This approval comes regardless of three Wherever shareholders submitting three separate lawsuits towards the agency in mid-December alleging that Wherever made inadequate monetary disclosures to its stockholders in regards to the proposed merger.
Merger anticipated to shut by Friday
The companies say they anticipate the merger to shut by Friday, nevertheless, it’s nonetheless topic to “the satisfaction of customary closing circumstances.”
“We’re happy with the sturdy help from our and Wherever’s stockholders in approving this transaction,” Robert Reffkin, the founder and CEO of Compass, stated in a press release. “Immediately’s consequence displays confidence in our shared imaginative and prescient to empower actual property professionals with all the pieces they should develop their enterprise and higher serve their shoppers.”

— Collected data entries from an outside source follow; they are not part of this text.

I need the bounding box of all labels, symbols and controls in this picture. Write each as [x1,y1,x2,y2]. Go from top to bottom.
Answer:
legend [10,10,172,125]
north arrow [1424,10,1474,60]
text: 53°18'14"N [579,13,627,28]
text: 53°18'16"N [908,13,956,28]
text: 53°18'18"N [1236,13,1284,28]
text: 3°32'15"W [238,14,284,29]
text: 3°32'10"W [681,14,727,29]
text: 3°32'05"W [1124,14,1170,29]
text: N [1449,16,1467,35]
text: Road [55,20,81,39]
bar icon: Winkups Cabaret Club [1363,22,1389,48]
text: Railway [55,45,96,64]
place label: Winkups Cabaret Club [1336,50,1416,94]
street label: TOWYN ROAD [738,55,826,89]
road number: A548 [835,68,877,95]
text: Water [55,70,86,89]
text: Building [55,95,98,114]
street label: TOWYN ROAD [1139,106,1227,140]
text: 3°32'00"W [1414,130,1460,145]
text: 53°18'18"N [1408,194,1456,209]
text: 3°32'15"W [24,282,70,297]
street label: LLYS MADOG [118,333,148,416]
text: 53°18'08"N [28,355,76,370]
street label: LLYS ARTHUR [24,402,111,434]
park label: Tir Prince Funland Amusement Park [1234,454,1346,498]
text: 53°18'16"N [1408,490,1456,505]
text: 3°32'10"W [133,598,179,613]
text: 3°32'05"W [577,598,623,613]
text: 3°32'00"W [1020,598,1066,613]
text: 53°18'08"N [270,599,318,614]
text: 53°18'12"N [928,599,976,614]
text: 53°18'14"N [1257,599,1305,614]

The outcomes of those votes come simply hours after the agency’s introduced that the proposed merger had cleared a major antitrust review hurdle with the Hart-Scott-Rodino Antitrust Enhancements (HSR) Act of 1976 ready interval expiring final Friday. Whereas the Division of Justice (DOJ) and the Federal Commerce Fee (FTC) didn’t elevate any antitrust issues over the proposed transaction throughout the HSR Act ready interval, the transaction is not immune from antitrust scrutiny from the federal regulators sooner or later.
Compass, which introduced the proposed acquisition in September of 2025, had beforehand acknowledged that it expects the acquisition to shut throughout the second half of 2026.